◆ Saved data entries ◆

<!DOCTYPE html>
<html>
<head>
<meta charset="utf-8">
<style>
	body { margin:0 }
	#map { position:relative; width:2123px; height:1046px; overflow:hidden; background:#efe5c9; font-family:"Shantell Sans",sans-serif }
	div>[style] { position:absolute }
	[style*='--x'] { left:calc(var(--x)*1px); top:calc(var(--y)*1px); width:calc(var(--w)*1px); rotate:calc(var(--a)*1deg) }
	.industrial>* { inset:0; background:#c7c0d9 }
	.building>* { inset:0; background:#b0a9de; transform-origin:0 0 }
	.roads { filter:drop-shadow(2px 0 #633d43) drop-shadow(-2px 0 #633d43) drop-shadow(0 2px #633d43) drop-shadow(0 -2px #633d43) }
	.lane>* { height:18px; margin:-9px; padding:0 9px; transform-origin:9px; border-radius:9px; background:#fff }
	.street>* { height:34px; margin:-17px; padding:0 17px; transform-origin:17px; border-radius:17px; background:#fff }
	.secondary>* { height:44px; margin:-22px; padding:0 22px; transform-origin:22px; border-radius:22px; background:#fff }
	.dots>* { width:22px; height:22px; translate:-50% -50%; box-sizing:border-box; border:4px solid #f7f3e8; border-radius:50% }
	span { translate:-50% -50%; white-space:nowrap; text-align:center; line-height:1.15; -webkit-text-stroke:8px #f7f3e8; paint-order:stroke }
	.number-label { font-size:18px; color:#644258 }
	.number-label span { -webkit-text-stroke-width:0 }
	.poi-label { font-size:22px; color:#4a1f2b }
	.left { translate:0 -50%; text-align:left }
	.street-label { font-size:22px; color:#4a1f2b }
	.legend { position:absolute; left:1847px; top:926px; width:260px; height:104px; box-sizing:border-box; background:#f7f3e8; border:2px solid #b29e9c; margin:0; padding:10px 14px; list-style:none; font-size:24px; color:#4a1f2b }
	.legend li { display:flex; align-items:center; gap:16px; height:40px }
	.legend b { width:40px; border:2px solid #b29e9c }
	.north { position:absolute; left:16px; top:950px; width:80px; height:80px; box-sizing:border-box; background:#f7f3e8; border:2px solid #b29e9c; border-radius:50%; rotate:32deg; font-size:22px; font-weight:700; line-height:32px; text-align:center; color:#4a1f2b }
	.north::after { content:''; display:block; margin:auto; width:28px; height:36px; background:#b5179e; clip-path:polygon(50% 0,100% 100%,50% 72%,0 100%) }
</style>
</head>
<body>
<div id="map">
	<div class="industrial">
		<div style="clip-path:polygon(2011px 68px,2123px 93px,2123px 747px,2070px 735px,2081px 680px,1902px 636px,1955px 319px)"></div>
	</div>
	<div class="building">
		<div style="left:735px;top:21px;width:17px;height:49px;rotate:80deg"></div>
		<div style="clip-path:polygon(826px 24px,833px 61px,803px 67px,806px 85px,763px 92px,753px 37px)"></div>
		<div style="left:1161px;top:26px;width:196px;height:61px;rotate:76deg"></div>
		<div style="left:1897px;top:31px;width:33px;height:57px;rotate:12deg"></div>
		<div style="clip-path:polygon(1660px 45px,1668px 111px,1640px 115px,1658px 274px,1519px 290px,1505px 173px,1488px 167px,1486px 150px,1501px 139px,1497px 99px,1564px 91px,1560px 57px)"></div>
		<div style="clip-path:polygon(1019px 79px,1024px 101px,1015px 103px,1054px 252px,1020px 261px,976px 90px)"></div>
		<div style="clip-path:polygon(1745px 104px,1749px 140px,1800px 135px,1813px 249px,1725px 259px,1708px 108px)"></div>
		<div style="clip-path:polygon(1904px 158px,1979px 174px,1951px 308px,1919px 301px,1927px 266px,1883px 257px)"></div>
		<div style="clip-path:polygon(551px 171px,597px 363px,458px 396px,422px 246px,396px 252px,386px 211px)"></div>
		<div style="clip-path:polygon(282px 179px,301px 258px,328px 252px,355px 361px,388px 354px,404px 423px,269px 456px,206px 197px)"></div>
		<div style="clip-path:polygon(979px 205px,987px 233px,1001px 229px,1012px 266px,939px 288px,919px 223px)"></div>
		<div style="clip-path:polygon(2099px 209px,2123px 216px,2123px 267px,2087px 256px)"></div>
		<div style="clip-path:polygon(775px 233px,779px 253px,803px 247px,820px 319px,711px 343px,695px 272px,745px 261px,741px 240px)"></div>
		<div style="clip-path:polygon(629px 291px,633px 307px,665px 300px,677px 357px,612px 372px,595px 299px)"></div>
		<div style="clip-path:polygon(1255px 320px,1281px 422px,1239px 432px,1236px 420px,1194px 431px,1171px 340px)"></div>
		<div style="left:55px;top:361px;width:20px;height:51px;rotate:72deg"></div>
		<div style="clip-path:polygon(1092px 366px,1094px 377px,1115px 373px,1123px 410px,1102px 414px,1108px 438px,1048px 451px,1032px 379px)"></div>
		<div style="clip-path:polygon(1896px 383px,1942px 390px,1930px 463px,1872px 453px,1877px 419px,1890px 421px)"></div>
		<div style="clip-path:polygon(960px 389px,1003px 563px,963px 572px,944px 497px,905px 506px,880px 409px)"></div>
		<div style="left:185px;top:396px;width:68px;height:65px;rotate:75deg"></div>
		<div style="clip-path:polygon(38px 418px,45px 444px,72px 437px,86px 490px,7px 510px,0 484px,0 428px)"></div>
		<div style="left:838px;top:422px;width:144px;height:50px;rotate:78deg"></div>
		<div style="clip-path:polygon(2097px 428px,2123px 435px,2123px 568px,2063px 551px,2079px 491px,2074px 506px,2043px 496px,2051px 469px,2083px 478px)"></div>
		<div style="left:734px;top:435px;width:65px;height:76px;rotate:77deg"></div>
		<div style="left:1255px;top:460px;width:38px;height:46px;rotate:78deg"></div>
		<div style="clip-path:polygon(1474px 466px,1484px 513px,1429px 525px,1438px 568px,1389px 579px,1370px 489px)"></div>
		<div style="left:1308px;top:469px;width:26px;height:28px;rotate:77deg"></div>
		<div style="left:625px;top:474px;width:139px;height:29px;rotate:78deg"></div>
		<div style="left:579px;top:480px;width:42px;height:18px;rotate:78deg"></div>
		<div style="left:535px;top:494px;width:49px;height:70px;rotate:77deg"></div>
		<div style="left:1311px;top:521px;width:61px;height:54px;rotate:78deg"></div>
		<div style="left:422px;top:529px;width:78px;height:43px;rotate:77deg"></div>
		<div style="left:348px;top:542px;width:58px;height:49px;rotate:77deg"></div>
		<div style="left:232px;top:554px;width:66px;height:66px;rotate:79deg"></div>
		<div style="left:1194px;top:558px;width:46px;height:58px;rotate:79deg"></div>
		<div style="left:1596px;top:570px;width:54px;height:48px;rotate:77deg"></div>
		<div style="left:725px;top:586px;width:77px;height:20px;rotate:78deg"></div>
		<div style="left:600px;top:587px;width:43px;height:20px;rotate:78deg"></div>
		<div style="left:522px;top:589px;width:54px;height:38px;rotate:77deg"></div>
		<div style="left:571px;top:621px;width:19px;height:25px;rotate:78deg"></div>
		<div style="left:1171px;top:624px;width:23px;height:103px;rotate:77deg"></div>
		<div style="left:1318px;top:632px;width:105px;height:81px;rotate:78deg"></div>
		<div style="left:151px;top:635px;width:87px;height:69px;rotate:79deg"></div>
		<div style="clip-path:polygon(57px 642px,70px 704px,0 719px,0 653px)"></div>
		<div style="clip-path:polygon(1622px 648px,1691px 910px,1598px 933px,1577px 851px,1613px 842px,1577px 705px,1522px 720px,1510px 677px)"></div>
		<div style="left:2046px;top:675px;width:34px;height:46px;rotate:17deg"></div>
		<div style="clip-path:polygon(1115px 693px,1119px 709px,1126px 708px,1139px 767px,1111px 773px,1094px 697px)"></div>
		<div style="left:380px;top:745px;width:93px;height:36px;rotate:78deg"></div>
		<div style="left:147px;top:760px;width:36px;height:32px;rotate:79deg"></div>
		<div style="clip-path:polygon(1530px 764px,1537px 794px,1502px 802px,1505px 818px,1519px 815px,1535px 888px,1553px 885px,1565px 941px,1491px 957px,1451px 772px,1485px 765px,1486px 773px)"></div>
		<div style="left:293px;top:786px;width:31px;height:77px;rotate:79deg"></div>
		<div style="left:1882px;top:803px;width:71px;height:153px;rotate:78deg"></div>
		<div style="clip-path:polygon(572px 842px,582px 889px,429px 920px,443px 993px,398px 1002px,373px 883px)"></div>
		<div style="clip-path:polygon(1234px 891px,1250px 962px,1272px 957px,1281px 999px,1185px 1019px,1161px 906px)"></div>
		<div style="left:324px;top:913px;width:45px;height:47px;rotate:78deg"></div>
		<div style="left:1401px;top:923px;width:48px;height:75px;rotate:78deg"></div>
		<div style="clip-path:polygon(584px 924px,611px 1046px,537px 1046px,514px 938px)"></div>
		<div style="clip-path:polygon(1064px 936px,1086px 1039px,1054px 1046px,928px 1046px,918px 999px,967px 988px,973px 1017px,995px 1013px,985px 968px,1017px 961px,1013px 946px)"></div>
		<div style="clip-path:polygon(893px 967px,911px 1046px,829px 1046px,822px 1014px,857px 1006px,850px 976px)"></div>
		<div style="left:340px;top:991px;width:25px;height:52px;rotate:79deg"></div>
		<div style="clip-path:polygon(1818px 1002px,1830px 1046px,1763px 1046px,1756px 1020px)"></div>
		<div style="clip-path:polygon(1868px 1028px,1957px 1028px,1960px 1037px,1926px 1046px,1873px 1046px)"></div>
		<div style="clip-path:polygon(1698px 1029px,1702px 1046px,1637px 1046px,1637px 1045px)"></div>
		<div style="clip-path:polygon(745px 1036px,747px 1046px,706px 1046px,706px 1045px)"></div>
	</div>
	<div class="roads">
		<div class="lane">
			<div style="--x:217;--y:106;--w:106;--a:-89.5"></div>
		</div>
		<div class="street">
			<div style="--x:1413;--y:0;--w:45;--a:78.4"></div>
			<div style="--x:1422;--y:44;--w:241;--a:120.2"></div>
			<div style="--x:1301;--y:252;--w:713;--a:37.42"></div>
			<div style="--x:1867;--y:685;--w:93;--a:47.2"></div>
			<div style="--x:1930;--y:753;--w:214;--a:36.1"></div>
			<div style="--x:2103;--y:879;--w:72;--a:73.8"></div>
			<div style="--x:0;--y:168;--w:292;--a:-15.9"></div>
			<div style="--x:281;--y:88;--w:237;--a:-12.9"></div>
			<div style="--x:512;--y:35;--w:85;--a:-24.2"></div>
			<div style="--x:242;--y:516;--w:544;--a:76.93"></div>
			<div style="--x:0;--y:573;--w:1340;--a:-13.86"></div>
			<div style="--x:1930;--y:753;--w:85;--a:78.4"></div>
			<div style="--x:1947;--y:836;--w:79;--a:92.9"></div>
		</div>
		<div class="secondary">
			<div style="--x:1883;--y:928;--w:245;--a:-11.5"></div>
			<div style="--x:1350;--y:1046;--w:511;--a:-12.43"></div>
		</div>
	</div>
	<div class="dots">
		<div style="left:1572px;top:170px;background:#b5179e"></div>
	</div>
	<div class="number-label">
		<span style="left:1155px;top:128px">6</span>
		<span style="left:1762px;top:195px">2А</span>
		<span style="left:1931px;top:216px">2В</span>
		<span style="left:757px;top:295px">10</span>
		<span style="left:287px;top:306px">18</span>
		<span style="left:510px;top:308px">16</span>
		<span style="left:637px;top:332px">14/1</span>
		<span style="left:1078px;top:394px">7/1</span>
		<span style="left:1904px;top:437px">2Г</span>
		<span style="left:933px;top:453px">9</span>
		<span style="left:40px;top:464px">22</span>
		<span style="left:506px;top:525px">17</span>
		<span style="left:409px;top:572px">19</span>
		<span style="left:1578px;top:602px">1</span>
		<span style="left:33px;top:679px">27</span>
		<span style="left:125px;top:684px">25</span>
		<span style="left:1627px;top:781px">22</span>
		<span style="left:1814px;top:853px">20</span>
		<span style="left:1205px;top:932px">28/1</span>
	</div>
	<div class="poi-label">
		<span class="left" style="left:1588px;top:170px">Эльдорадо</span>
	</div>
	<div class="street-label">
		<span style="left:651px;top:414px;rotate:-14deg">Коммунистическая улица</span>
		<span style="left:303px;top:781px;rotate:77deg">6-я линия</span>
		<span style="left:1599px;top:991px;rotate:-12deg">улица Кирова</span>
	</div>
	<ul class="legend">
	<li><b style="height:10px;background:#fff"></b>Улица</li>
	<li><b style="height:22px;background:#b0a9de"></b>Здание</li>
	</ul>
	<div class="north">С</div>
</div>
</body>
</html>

◆ What you have to do ◆
Where the word "stroke" appears in a line of the data above, tally that line; then give the total and nothing more.

◆ Reply to the task ◆
2